What you should do:
From the records below, take each line where the string "anchor" shows up and copy it.

(Exercise material begins)

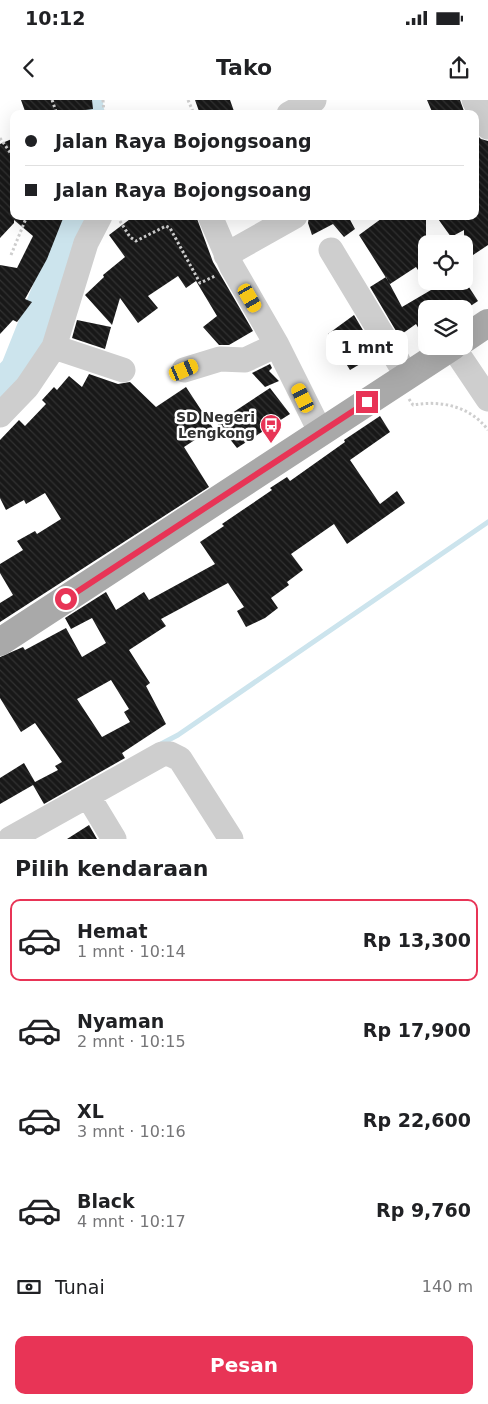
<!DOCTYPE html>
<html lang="id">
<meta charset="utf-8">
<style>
body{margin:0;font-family:"DejaVu Sans",sans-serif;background:#f6f6f6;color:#202124;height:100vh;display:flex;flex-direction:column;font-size:19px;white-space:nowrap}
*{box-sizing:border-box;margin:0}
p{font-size:16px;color:#757577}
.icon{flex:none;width:28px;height:28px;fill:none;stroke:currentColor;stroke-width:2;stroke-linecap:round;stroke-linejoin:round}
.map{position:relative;height:739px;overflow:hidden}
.panel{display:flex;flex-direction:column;background:#fff;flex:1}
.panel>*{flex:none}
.banner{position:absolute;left:10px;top:10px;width:469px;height:110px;border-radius:10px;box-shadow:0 5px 20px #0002;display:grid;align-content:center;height:110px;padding:0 15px;background:#fff}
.fabs{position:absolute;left:418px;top:135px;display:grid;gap:10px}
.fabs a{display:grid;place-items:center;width:55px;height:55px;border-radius:10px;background:#fff;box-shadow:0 5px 20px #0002;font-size:25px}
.end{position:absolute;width:22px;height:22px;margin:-11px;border:6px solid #e83456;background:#fff;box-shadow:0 0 0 2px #fff}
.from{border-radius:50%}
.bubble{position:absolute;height:35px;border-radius:10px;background:#fff;box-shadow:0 5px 20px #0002;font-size:16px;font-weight:800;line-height:35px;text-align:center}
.car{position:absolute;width:15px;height:30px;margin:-15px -8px;border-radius:6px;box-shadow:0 0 4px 1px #0007;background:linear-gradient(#f5c518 24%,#345 0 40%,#f5c518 0 76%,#345 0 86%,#f5c518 0)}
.banner b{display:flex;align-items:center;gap:18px;height:48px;font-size:19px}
.banner b+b{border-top:1px solid #e0e0e0}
.banner i{width:12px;height:12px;background:#202124}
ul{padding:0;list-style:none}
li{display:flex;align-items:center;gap:15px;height:82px;margin:0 10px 8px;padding:0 5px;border:2px solid transparent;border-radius:10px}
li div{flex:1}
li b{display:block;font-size:19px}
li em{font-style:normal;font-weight:800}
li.selected{border-color:#e83456}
li>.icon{width:45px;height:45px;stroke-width:1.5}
h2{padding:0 15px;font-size:22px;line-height:60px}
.pay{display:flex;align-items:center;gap:12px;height:55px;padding:0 15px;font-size:19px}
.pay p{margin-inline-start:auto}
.cta{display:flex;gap:10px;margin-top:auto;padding:10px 15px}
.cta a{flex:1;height:58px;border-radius:10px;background:#e83456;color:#fff;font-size:20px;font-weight:800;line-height:58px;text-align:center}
.status{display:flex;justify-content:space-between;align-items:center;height:35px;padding:0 25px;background:#fff;direction:ltr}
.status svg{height:14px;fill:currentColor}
header{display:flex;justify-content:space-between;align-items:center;height:65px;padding:0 15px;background:#fff;font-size:22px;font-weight:800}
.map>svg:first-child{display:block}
</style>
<div class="status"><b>10:12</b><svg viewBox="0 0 49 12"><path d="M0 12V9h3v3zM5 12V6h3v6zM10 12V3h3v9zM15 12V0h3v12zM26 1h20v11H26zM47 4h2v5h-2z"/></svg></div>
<header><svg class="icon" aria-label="back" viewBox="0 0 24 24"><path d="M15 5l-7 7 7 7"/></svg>Tako<svg class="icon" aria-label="share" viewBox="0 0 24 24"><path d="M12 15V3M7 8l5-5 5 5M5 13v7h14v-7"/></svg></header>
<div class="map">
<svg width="488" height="739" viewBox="0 0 488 739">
<defs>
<pattern id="building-back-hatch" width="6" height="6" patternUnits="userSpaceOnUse" patternTransform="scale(1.25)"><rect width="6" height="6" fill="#181818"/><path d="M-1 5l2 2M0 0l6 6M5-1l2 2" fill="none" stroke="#313131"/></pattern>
</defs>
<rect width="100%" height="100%" fill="#fff"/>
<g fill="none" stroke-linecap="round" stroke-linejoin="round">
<!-- stream -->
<path stroke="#cce4ed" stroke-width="5" d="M 159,645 L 178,635 L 488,422"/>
<!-- river -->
<path stroke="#cce4ed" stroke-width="31" d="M 87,0 L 89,14
M 0,286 L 16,269 L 77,116"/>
</g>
<!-- building -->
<path fill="url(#building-back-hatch)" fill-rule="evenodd" d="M 21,0 L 92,0 L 93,9 L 54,14 L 26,14 Z
M 195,0 L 230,0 L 235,14 L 200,14 Z
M 427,0 L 460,0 L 465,14 L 433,14 Z
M 475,33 L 481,39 L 488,41 L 488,145 L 464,161 L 464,130 L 451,137 L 436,116 L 475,116 Z
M 14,38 L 14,116 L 64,116 L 47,159 L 25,199 L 32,202 L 17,222 L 13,220 L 0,234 L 0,165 L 17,168 L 33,136 L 14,120 L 14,123 L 0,138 L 0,44 Z
M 134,116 L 196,116 L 213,162 L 253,231 L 229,245 L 219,245 L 203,227 L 217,216 L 196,181 L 186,188 L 178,176 L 148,196 L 158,208 L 138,223 L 120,198 L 112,225 L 85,195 L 104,177 L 103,175 L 125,157 L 109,135 Z
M 309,116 L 348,116 L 355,129 L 344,137 L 333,124 L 312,135 L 308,123 Z
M 385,116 L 426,116 L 426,181 L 465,181 L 478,201 L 466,209 L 426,209 L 426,241 L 416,224 L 399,236 L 370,187 L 386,177 L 402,207 L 431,190 L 416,167 L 390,184 L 359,135 Z
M 354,215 L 377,254 L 350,270 L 328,234 Z
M 77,220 L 111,227 L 105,249 L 72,238 Z
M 270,264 L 272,268 L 269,271 L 279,281 L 265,287 L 252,273 Z
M 89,274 L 118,284 L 130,282 L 156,307 L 186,287 L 213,328 L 184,347 L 209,387 L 0,522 L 0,503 L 13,495 L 0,473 L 0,464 L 23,450 L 17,441 L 35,431 L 37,434 L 61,419 L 45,393 L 26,404 L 24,400 L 6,410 L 0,398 L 0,340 L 19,320 L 25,326 L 46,304 L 42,300 L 54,287 L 57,290 L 69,276 L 82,287 Z
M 270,288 L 290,314 L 237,348 L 217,323 Z
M 380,316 L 390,332 L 350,360 L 380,404 L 397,391 L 405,403 L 347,444 L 334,424 L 291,454 L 303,470 L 287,482 L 289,485 L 271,498 L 278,508 L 265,518 L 246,527 L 237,511 L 244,507 L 228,483 L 161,519 L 166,526 L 129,550 L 150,583 L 146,586 L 166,624 L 122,653 L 125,658 L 44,704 L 33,685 L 0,704 L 0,678 L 24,663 L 35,682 L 58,670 L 55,666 L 62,662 L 35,623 L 21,632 L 0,598 L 0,557 L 23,547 L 25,550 L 66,528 L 82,557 L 106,543 L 92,518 L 71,529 L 65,518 L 106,492 L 116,510 L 144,492 L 149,500 L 215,464 L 200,442 L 224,426 L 222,424 L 272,390 L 270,388 L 287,377 L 290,381 L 345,342 L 344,340 ZM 111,580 L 129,609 L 124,612 L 130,622 L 102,637 L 77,599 Z
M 89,725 L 97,739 L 67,739 Z"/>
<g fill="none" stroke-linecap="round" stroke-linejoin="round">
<!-- path -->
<path stroke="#cecece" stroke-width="3" stroke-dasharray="2.5 2.5" stroke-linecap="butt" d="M 52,0 L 57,14
M 103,0 L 104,14
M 188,0 L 194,14
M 0,38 L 14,58
M 120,121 L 130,137 L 136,141 L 166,126 L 170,128 L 200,183 L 215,176
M 11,155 L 27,116
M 409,299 L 413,305 C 441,300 470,306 488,330"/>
<!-- minor -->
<path stroke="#cecece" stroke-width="25" d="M 474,0 L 488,27
M 289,14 L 314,0
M 210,116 L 232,167 L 277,245 L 321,333
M 331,150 L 407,276
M 226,155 L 295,116
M 54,247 L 123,270
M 453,247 L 488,299
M 184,270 L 220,259 L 245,260 L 277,245
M 0,315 L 27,287 L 54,247 L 86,143 L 100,116
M 88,696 L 114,739
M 10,739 L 162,654 L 170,654 L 180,659 L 231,739"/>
<!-- major -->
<path stroke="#a9a9a9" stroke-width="28" d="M 464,239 L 488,223
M 0,542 L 453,246"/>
</g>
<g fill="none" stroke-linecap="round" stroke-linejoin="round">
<!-- route -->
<path stroke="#e83456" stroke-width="6" d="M 66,499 L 367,302"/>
</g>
<!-- icons -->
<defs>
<g id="bus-pin" transform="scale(1.125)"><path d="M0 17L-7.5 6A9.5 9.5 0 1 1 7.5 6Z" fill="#e83456" stroke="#fff"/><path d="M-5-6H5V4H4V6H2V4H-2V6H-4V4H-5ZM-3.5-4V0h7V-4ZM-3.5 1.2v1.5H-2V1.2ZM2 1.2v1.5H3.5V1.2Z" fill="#fff"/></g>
</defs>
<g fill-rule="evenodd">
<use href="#bus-pin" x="271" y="325"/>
</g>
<g text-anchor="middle" stroke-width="5" stroke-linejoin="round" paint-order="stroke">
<!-- poi labels -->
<g font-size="14" font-weight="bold" fill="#313131" stroke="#fff" text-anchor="end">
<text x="255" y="322">SD Negeri<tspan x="255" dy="16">Lengkong</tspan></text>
</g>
</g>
</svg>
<div class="fabs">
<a><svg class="icon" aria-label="locate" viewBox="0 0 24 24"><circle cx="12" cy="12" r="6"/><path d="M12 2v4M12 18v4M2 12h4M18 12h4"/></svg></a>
<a><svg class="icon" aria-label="layers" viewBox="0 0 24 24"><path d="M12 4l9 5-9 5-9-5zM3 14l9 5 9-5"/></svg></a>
</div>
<i class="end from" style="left:66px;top:499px"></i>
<i class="end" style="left:367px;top:302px"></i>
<div class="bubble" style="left:326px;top:230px;width:82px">1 mnt</div>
<i class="car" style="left:250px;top:198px;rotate:150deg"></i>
<i class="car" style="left:184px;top:270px;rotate:67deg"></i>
<i class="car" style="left:303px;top:298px;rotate:334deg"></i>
<div class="banner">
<b><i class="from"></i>Jalan Raya Bojongsoang</b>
<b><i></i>Jalan Raya Bojongsoang</b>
</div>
</div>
<section class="panel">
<h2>Pilih kendaraan</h2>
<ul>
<li class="selected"><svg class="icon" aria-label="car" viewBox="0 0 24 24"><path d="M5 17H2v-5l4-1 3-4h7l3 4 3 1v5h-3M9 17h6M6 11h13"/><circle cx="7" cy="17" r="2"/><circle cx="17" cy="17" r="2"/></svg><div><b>Hemat</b><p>1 mnt · 10:14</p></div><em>Rp 13,300</em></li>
<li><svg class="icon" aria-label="car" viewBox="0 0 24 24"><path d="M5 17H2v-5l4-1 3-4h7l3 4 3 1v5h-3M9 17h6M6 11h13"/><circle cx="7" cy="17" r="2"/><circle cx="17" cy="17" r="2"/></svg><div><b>Nyaman</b><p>2 mnt · 10:15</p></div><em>Rp 17,900</em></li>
<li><svg class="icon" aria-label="car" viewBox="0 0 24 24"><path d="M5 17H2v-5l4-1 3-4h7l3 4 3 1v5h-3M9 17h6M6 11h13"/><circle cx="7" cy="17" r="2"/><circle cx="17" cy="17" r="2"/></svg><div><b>XL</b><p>3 mnt · 10:16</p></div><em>Rp 22,600</em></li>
<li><svg class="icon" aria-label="car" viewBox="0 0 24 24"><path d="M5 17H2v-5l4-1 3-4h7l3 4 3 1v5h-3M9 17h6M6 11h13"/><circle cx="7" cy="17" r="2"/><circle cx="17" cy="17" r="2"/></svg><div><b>Black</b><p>4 mnt · 10:17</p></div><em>Rp 9,760</em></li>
</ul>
<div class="pay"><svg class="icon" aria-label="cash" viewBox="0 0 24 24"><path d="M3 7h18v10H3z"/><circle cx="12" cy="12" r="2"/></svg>Tunai<p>140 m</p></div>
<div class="cta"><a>Pesan</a></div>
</section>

(Exercise material ends)

Written answer:
<g text-anchor="middle" stroke-width="5" stroke-linejoin="round" paint-order="stroke">
<g font-size="14" font-weight="bold" fill="#313131" stroke="#fff" text-anchor="end">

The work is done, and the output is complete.